WaveVerify: A Novel Audio Watermarking Framework for Media Authentication and Combatting Deepfakes

Conference License: MIT Python 3.8+

Official PyTorch implementation for "WaveVerify: A Novel Audio Watermarking Framework for Media Authentication and Combatting Deepfakes", accepted at the IEEE International Joint Conference on Biometrics (IJCB) 2025.

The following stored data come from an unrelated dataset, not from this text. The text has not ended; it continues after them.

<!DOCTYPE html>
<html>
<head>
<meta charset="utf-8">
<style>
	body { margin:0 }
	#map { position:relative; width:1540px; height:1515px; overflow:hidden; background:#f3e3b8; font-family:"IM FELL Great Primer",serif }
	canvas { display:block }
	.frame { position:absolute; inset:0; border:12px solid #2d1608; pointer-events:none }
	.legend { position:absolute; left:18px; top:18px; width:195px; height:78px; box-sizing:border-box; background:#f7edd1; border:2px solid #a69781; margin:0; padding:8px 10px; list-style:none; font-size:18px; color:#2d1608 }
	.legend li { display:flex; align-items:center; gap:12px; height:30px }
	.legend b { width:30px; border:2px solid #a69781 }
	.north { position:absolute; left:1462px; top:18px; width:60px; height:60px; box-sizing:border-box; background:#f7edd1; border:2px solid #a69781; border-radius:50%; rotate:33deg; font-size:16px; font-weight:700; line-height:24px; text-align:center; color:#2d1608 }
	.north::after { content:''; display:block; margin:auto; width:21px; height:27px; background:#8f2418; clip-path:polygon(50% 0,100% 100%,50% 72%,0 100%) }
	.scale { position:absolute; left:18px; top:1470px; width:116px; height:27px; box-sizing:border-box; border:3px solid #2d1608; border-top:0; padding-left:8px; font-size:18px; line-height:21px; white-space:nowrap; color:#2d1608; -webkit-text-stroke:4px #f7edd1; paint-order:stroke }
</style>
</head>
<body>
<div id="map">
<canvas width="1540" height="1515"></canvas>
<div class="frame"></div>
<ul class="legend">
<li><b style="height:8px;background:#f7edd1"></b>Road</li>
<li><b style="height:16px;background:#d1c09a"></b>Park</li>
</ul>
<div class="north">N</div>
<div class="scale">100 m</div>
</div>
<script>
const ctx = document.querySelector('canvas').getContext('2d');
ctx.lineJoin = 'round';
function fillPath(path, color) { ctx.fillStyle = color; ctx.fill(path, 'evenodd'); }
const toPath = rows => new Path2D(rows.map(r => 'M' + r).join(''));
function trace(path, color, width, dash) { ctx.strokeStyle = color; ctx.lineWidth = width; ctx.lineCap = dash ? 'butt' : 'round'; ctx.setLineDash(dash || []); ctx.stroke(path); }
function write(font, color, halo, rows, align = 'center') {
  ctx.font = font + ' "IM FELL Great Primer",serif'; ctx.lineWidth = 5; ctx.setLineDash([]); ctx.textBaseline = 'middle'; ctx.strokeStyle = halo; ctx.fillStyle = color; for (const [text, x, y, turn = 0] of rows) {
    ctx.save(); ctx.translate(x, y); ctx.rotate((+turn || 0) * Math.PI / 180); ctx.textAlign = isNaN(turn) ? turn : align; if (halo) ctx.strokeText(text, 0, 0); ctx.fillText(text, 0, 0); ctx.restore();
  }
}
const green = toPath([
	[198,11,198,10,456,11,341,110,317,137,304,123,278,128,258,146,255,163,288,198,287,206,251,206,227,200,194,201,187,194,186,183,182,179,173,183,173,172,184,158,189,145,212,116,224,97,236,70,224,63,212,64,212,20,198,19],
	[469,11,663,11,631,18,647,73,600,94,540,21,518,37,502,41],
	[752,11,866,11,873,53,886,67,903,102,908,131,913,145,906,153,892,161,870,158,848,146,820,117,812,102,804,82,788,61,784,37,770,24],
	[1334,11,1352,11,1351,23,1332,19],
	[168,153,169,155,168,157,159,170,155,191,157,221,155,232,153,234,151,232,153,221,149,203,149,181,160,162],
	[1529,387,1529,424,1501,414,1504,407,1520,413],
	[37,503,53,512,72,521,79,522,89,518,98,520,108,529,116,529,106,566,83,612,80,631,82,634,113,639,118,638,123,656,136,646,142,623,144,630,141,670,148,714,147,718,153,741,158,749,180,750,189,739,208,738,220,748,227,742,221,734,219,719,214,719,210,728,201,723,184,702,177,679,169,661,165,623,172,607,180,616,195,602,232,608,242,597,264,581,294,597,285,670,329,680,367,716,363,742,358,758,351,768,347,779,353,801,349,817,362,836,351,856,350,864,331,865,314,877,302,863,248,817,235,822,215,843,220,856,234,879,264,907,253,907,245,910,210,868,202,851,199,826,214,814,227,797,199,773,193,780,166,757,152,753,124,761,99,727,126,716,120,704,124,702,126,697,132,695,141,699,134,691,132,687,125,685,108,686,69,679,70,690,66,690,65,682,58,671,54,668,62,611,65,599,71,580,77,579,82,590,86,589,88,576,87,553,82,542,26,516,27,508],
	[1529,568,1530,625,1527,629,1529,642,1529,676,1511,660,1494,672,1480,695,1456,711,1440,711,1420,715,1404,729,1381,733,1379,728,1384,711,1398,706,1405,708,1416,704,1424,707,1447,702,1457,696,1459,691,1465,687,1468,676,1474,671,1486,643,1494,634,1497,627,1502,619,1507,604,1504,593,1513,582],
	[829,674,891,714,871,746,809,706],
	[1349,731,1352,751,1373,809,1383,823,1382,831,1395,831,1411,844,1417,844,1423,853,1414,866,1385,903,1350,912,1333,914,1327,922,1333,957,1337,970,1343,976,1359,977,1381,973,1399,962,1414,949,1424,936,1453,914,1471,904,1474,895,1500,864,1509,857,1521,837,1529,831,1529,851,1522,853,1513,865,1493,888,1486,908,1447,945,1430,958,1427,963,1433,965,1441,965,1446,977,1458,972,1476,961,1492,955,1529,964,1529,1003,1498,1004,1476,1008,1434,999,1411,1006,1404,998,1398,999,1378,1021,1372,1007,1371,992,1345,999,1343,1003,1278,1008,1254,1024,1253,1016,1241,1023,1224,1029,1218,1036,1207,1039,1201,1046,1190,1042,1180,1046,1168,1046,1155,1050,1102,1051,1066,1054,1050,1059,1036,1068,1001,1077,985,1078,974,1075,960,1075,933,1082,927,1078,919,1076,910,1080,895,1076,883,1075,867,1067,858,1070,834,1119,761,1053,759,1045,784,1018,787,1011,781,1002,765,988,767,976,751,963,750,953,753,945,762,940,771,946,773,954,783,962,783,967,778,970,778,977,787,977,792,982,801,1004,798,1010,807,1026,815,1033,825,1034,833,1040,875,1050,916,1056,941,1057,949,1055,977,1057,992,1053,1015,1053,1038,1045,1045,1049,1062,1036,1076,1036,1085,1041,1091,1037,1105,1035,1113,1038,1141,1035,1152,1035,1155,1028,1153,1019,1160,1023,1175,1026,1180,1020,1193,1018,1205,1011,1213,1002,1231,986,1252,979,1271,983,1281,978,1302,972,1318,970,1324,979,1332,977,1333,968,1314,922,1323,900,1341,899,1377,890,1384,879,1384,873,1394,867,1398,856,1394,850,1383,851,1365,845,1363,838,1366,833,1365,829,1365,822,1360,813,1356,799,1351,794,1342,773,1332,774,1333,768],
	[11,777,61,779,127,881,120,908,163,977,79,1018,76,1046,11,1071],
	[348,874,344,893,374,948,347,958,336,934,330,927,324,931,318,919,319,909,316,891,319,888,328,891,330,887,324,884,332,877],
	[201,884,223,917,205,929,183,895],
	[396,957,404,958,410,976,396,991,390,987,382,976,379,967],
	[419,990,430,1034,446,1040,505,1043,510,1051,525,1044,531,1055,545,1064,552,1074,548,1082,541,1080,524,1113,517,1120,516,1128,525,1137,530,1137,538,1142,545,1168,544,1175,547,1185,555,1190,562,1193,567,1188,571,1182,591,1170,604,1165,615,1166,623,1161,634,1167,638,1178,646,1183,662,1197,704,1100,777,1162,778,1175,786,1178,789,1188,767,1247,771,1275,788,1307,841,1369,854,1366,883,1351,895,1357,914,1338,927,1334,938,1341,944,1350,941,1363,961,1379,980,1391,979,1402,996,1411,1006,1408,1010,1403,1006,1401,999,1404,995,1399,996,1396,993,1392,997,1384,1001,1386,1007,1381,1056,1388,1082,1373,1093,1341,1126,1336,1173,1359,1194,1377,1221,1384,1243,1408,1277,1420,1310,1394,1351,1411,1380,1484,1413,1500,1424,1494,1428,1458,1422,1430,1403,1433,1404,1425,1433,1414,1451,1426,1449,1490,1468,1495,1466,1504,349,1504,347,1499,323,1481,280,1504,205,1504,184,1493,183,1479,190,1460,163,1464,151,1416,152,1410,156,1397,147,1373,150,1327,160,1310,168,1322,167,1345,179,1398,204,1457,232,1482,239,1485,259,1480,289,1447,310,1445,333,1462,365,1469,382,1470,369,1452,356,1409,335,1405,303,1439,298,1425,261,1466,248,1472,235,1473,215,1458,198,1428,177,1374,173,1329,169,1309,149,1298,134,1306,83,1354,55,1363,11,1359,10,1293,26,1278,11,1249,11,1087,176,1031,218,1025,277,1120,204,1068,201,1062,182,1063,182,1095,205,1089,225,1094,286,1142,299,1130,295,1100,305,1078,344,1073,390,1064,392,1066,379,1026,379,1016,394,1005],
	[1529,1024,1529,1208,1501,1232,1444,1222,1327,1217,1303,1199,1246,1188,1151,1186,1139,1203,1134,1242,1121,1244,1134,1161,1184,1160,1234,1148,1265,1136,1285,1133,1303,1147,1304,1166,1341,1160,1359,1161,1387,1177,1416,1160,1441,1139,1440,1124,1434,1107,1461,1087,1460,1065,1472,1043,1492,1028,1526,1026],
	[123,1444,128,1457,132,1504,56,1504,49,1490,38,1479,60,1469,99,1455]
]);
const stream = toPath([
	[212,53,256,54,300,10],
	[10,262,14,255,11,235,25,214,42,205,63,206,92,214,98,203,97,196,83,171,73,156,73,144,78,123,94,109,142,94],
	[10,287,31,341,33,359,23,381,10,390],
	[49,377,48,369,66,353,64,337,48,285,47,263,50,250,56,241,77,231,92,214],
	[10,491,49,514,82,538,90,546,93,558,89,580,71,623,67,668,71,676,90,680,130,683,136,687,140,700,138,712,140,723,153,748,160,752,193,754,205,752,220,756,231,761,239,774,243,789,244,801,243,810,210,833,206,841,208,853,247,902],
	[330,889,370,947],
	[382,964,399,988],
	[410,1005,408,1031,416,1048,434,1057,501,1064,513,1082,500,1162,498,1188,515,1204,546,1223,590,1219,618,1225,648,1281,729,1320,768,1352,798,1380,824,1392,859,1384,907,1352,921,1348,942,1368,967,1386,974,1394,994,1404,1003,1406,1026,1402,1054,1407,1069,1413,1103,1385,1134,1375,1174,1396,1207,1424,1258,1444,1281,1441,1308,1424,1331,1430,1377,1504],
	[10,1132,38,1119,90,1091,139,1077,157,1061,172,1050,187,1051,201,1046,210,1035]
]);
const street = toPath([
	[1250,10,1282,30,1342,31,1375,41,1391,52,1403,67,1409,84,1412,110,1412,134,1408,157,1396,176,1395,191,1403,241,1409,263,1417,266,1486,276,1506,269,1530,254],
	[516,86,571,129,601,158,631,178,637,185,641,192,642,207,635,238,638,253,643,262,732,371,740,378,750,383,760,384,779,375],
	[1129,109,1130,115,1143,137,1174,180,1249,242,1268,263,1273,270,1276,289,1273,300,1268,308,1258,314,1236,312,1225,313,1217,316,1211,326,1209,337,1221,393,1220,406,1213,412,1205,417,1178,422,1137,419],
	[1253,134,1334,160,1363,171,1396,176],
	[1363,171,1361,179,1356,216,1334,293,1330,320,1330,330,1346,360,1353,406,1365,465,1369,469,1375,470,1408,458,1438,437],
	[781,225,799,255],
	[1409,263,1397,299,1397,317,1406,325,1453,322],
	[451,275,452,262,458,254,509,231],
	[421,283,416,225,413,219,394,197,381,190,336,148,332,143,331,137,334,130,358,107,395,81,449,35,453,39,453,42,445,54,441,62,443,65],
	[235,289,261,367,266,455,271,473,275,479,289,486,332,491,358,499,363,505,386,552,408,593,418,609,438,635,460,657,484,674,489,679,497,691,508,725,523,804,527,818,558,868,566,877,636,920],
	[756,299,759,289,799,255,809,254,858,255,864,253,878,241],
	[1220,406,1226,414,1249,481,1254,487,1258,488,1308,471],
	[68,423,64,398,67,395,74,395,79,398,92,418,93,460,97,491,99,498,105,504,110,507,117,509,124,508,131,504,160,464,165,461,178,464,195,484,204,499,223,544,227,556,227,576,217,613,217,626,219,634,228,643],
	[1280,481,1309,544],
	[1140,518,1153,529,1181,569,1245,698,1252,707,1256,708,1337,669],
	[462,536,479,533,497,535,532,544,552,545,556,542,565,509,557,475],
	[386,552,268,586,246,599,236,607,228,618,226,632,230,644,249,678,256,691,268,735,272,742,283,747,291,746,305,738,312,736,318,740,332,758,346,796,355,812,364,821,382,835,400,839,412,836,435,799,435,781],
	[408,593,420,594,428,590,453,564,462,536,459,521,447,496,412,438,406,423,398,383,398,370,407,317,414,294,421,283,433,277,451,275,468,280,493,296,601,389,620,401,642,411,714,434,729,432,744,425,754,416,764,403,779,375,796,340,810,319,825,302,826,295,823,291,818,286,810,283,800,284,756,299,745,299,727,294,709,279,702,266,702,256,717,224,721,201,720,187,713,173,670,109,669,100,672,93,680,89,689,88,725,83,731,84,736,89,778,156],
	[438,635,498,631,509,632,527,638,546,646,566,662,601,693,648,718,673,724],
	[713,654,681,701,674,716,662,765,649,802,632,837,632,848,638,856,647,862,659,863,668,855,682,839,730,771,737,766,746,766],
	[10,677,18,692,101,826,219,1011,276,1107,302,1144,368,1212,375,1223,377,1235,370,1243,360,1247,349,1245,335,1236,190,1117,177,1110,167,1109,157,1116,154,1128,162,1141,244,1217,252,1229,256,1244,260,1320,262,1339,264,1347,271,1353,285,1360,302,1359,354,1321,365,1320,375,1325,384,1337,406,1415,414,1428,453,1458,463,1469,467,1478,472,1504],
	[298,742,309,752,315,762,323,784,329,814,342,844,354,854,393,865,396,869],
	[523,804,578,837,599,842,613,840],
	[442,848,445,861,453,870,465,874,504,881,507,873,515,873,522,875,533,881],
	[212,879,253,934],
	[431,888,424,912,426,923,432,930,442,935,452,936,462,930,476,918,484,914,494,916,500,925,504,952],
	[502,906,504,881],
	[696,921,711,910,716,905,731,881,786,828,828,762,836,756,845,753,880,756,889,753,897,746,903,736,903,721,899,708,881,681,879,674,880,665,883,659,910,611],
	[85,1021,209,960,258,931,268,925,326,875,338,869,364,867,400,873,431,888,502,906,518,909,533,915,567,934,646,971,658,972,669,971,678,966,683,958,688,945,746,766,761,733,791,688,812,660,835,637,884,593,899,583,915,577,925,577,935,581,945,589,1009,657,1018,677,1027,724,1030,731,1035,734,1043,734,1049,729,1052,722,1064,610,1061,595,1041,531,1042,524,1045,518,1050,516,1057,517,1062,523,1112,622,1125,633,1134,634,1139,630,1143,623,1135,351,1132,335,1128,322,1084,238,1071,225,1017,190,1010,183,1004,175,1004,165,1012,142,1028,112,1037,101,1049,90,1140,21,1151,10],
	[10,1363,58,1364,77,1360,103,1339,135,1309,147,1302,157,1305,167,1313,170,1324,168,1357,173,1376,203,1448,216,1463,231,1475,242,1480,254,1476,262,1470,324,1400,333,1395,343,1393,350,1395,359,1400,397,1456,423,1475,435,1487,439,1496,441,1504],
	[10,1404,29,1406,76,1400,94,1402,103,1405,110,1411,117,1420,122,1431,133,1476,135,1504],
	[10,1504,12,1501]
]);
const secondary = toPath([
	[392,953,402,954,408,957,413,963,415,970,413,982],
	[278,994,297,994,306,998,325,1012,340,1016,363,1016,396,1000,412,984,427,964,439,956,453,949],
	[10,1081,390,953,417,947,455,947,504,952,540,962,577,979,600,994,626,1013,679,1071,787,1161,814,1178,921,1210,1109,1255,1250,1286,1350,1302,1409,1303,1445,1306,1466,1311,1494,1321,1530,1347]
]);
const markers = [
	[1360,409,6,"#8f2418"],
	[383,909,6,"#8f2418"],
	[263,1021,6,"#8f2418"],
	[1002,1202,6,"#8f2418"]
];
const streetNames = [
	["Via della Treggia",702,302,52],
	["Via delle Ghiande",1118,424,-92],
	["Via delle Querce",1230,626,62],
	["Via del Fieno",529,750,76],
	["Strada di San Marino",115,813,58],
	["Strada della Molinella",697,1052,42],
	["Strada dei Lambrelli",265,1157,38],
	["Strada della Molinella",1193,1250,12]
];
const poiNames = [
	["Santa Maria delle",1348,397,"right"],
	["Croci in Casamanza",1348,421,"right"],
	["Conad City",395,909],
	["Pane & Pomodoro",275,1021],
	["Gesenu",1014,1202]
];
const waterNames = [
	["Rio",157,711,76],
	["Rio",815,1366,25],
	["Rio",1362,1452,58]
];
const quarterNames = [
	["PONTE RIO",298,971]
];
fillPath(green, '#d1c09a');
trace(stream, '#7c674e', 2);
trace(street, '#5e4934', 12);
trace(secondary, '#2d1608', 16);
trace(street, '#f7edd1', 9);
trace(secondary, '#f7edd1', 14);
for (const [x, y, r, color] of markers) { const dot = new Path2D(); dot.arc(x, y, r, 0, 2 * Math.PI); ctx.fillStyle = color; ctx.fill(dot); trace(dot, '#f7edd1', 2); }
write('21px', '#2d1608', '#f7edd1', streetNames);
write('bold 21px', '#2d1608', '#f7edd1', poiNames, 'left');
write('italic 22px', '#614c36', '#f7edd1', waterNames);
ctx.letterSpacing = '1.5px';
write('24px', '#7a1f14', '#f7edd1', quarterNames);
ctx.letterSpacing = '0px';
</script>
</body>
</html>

Authors: Aditya Pujari and Ajita Rattani
University of North Texas


Abstract

With the rise of voice synthesis technology threatening digital media integrity, audio watermarking has become a crucial defense for content authentication. Despite advances, current solutions struggle with robustness against audio effects such as high-pass filtering and temporal modifications, and often suffer from poor watermark localization. We introduce WaveVerify, an advanced watermarking system that overcomes these limitations through a FiLM-based generator for resilient multiband watermark embedding and a Mixture-of-Experts detector for accurate extraction and localization. Our unified training framework enhances robustness by dynamically applying multiple distortions in a single backpropagation step through a dynamic effect scheduler, ensuring consistent performance across diverse audio environments. Evaluations across multiple datasets show that WaveVerify outperforms state-of-the-art models such as AudioSeal and WavMark, achieving zero Bit Error Rate (BER) under common distortions and Mean Intersection over Union (MIoU) scores of 0.98 or higher even under severe temporal modifications. Additionally, our FiLM-based generator architecture eliminates computational bottlenecks through parallel hierarchical modulation, reducing training time by approximately 80% compared to sequential bottleneck-based watermark embedding approaches while maintaining high performance. These results establish WaveVerify as a robust, efficient, and practical solution for real-world audio watermarking.


Architecture Overview

WaveVerify introduces a novel end-to-end approach for robust audio watermarking, integrating three synergistic components within a unified Audio Watermarking architecture.

WaveVerify Architecture
The end-to-end training pipeline of WaveVerify, where a FiLM-based generator embeds bits into speech, followed by temporal -> sequence -> effect augmentations, and extraction via a locator and detector.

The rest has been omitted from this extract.